I focused on ensuring that my mien expressed the sincerity I felt within. I was frustrated, yes, but also confused and more than a little disappointed in myself. “I’m sorry, Father Borenson. I understand. You’re right, too, I suppose, that I don’t quite have the amount of conviction I’d need for this.” The word ‘conviction’ stuck in my craw, I remember that.2 “Not conviction, I guess. Something to do with ministry. I don’t do groups.”

“I mean it when I say I’m speaking from a place of kindness here, Mr. Kimana, but this doubt is mutual. You have a brilliant mind and faith enough, but by virtue of you doubting your vocation, we are all but obligated to doubt you in turn.”

I sighed and slouched in my chair.

“If you’re not comfortable switching to a Th.M, perhaps it’s time to consider switching focuses,” the dog said gently. “Perhaps Saint John’s just isn’t the best fit for you.”

“I get it,” I mumbled.

The Saint Bernard looked cautious, waited for me to continue.

“I mean, I get what you’re saying. I think…” I swallowed drily, straightened up in my chair. “I think I agree, too.”

There it was. There was the admission. I’d said it at last.

My advisor visibly relaxed.

“I know I said so before, but I just want to make sure; you know that this is about my vocation, not my faith, right?”

Borenson barked a laugh, before his expression softened. “I’m sorry, Dee, I shouldn’t have laughed. I believe you. You are one of the most devout students I have.

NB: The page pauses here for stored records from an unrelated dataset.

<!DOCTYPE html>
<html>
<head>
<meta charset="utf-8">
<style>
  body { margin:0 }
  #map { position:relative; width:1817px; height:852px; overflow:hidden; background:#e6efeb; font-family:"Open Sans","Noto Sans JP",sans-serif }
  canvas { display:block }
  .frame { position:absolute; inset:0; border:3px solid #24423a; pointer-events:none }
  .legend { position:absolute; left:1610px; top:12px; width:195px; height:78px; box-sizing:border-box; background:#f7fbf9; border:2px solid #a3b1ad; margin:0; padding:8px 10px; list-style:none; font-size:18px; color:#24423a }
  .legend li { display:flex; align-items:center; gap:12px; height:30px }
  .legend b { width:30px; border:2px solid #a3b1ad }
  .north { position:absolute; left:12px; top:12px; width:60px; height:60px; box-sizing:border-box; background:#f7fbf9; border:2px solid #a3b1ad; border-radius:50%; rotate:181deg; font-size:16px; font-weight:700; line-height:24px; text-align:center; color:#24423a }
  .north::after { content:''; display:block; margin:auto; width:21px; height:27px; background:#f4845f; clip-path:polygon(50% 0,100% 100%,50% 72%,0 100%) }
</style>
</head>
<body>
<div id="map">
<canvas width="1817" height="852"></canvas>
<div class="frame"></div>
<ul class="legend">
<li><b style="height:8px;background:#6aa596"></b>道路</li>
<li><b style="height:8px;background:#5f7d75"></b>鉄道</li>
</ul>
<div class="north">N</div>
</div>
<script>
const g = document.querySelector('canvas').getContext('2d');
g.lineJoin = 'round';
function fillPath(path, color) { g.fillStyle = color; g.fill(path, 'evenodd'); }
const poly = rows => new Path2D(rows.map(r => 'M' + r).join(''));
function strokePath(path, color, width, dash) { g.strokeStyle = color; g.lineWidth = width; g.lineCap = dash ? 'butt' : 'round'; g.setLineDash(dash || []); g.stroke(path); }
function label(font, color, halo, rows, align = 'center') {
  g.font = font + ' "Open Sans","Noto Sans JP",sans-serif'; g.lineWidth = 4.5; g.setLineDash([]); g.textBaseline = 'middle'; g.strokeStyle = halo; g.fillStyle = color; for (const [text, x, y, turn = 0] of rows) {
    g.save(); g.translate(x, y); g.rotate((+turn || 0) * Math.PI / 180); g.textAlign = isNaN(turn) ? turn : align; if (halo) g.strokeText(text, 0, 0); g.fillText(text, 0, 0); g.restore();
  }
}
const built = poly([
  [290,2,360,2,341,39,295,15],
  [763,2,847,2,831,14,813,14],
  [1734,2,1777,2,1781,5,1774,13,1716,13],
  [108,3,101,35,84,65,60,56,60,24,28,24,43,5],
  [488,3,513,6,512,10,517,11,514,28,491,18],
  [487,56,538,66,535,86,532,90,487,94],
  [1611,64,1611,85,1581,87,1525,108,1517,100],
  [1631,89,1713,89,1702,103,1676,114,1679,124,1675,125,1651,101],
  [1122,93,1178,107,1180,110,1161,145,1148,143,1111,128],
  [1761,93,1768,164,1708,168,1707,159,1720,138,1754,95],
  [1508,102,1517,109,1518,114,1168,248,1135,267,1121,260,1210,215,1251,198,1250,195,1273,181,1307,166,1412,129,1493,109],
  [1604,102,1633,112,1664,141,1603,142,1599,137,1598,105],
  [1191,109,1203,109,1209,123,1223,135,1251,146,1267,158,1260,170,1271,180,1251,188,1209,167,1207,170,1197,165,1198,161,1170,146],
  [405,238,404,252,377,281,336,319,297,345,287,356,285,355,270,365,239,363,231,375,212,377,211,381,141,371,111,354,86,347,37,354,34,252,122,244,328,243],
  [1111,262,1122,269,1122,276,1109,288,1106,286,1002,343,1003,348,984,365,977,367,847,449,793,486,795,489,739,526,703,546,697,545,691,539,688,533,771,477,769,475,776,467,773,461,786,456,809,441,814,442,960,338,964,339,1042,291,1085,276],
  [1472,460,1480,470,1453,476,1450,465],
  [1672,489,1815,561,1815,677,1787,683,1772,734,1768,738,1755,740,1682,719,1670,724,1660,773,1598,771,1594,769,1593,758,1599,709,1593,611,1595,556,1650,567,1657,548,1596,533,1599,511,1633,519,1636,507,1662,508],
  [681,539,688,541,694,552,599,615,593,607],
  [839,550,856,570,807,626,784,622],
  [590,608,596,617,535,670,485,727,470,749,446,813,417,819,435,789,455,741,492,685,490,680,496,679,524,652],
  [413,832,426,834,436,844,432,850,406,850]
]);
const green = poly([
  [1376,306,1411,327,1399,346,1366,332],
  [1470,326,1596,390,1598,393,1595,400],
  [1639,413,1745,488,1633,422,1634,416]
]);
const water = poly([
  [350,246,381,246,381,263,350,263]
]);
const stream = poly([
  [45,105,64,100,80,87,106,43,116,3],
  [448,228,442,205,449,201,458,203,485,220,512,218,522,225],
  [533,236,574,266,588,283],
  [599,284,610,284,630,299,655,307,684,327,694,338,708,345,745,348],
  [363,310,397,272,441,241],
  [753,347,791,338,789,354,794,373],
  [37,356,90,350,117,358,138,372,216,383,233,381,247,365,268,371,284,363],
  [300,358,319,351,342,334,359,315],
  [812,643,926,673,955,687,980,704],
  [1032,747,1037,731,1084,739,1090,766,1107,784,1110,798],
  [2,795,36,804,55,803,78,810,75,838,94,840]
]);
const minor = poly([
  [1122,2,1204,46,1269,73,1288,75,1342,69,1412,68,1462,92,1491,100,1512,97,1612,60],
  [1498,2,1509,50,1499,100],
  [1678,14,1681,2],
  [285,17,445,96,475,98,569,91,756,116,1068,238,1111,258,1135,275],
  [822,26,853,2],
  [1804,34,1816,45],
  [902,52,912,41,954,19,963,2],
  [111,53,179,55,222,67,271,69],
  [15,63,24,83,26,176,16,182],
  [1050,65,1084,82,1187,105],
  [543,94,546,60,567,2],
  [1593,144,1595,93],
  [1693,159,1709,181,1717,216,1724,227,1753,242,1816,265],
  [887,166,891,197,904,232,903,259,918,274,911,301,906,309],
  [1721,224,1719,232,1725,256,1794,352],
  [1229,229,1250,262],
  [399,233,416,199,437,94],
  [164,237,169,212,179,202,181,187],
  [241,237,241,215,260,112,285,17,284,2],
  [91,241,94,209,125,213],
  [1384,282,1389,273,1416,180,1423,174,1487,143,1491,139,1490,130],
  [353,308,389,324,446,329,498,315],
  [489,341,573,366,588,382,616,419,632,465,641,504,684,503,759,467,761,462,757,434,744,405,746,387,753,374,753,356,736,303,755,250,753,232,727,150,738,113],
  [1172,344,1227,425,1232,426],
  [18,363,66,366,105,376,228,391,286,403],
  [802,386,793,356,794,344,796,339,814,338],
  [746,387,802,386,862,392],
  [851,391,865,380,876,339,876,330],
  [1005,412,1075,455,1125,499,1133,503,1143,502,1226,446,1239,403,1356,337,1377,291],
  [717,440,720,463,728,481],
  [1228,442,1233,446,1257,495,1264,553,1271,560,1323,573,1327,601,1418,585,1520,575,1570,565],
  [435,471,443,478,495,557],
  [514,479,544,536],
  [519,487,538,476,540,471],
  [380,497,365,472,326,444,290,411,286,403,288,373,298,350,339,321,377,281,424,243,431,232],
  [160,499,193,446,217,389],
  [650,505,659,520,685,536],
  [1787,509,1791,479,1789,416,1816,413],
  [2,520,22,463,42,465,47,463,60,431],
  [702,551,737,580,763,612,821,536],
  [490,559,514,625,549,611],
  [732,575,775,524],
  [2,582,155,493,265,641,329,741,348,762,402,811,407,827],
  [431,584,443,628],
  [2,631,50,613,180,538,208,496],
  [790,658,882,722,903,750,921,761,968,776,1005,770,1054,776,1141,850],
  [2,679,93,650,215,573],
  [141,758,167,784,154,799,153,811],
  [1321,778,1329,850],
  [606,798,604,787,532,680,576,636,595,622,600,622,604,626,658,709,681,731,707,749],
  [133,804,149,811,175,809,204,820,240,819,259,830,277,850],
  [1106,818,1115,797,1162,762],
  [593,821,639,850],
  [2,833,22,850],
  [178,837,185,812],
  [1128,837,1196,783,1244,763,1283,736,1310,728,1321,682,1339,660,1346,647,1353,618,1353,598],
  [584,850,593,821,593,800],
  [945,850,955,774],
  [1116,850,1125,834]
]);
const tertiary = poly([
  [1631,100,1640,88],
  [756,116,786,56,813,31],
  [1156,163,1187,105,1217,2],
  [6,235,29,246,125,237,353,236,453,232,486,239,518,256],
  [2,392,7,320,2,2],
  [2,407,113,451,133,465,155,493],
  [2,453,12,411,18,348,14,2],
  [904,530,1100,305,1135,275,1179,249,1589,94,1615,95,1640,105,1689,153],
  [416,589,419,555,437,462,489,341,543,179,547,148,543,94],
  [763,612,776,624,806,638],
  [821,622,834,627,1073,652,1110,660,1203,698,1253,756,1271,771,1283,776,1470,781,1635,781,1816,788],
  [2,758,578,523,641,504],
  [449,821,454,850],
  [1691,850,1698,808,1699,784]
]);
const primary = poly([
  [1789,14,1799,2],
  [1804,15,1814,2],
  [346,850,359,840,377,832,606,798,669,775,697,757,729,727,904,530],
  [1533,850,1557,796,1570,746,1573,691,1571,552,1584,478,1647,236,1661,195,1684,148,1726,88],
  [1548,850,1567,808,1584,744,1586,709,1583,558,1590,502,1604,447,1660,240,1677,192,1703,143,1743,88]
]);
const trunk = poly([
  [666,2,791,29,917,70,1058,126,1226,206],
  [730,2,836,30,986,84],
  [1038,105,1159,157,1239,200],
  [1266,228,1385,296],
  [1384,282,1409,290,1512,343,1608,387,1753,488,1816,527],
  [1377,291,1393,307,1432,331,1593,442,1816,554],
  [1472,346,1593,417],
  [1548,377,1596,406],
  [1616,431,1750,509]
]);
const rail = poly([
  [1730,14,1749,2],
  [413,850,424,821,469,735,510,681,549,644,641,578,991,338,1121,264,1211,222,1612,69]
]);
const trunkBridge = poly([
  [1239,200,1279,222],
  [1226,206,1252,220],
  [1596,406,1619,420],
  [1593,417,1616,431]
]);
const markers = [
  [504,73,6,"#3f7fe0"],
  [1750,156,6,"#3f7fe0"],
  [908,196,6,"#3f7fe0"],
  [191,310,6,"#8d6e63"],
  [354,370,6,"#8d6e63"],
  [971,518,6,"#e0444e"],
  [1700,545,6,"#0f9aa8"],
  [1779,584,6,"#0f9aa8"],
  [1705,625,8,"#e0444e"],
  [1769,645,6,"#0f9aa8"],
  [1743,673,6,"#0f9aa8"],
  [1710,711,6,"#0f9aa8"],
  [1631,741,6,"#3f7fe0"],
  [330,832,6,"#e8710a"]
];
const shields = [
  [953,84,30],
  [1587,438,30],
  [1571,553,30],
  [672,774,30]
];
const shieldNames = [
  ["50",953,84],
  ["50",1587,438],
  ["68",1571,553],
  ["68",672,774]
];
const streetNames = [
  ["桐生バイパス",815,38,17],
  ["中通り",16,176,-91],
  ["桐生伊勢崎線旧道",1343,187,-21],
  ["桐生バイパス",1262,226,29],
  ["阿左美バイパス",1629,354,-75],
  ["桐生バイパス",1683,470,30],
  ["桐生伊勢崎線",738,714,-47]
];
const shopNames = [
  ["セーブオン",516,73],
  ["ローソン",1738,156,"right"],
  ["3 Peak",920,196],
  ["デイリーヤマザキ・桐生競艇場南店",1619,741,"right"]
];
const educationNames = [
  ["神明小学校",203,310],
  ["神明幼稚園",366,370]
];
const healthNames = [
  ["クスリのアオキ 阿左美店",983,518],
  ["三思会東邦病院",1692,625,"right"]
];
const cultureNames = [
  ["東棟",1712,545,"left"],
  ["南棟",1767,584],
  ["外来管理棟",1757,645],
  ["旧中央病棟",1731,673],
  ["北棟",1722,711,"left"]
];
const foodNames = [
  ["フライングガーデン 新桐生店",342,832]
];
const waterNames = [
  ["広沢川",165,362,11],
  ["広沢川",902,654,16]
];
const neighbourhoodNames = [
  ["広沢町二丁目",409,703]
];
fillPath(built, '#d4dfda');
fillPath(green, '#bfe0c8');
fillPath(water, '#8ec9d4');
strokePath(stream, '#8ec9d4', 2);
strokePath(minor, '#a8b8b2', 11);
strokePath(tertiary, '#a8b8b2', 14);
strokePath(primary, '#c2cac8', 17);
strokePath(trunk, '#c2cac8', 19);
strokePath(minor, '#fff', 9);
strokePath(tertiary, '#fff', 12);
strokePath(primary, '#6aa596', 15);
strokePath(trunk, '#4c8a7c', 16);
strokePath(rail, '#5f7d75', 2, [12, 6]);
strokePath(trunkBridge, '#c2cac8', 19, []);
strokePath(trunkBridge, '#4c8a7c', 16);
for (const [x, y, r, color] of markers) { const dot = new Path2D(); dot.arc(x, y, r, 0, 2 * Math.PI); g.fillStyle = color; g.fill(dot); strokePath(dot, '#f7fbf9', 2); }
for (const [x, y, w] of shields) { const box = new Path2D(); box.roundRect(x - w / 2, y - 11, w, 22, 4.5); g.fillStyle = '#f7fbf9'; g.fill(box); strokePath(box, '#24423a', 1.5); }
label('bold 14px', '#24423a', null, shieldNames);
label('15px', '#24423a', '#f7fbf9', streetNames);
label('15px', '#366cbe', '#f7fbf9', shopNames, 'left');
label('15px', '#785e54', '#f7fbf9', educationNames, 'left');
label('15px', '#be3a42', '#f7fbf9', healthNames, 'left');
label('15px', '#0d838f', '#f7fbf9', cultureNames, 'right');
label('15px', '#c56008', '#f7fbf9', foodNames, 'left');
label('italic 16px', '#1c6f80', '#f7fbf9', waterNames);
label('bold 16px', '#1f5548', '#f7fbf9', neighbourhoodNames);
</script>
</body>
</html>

Your decision about your degree may not have been a total surprise to me, but if you had said you were leaving the church, I think I would have called for a doctor.”

I smiled, I remember. I smiled through my shame.


  1. I suspect there is some reason that such embarrassing things stick in one’s own mind while slipping so easily from others’. Perhaps it is a symptom of culture, or perhaps it is simply part and parcel of existing in the world. 

  2. I write these memories like a story. It is a habit, and I do not quite know where it formed, but it has been with me since youth, to the point where teachers often suggested I major in creative writing. I did consider it, I will admit, though I know it isn’t something my parents would necessarily have condoned. Whether or not the words I write here are an exact replication of the conversation that took place is neither here nor there; whether or not I am accurately remembering the emotions that took place is unimportant. I am writing for me now.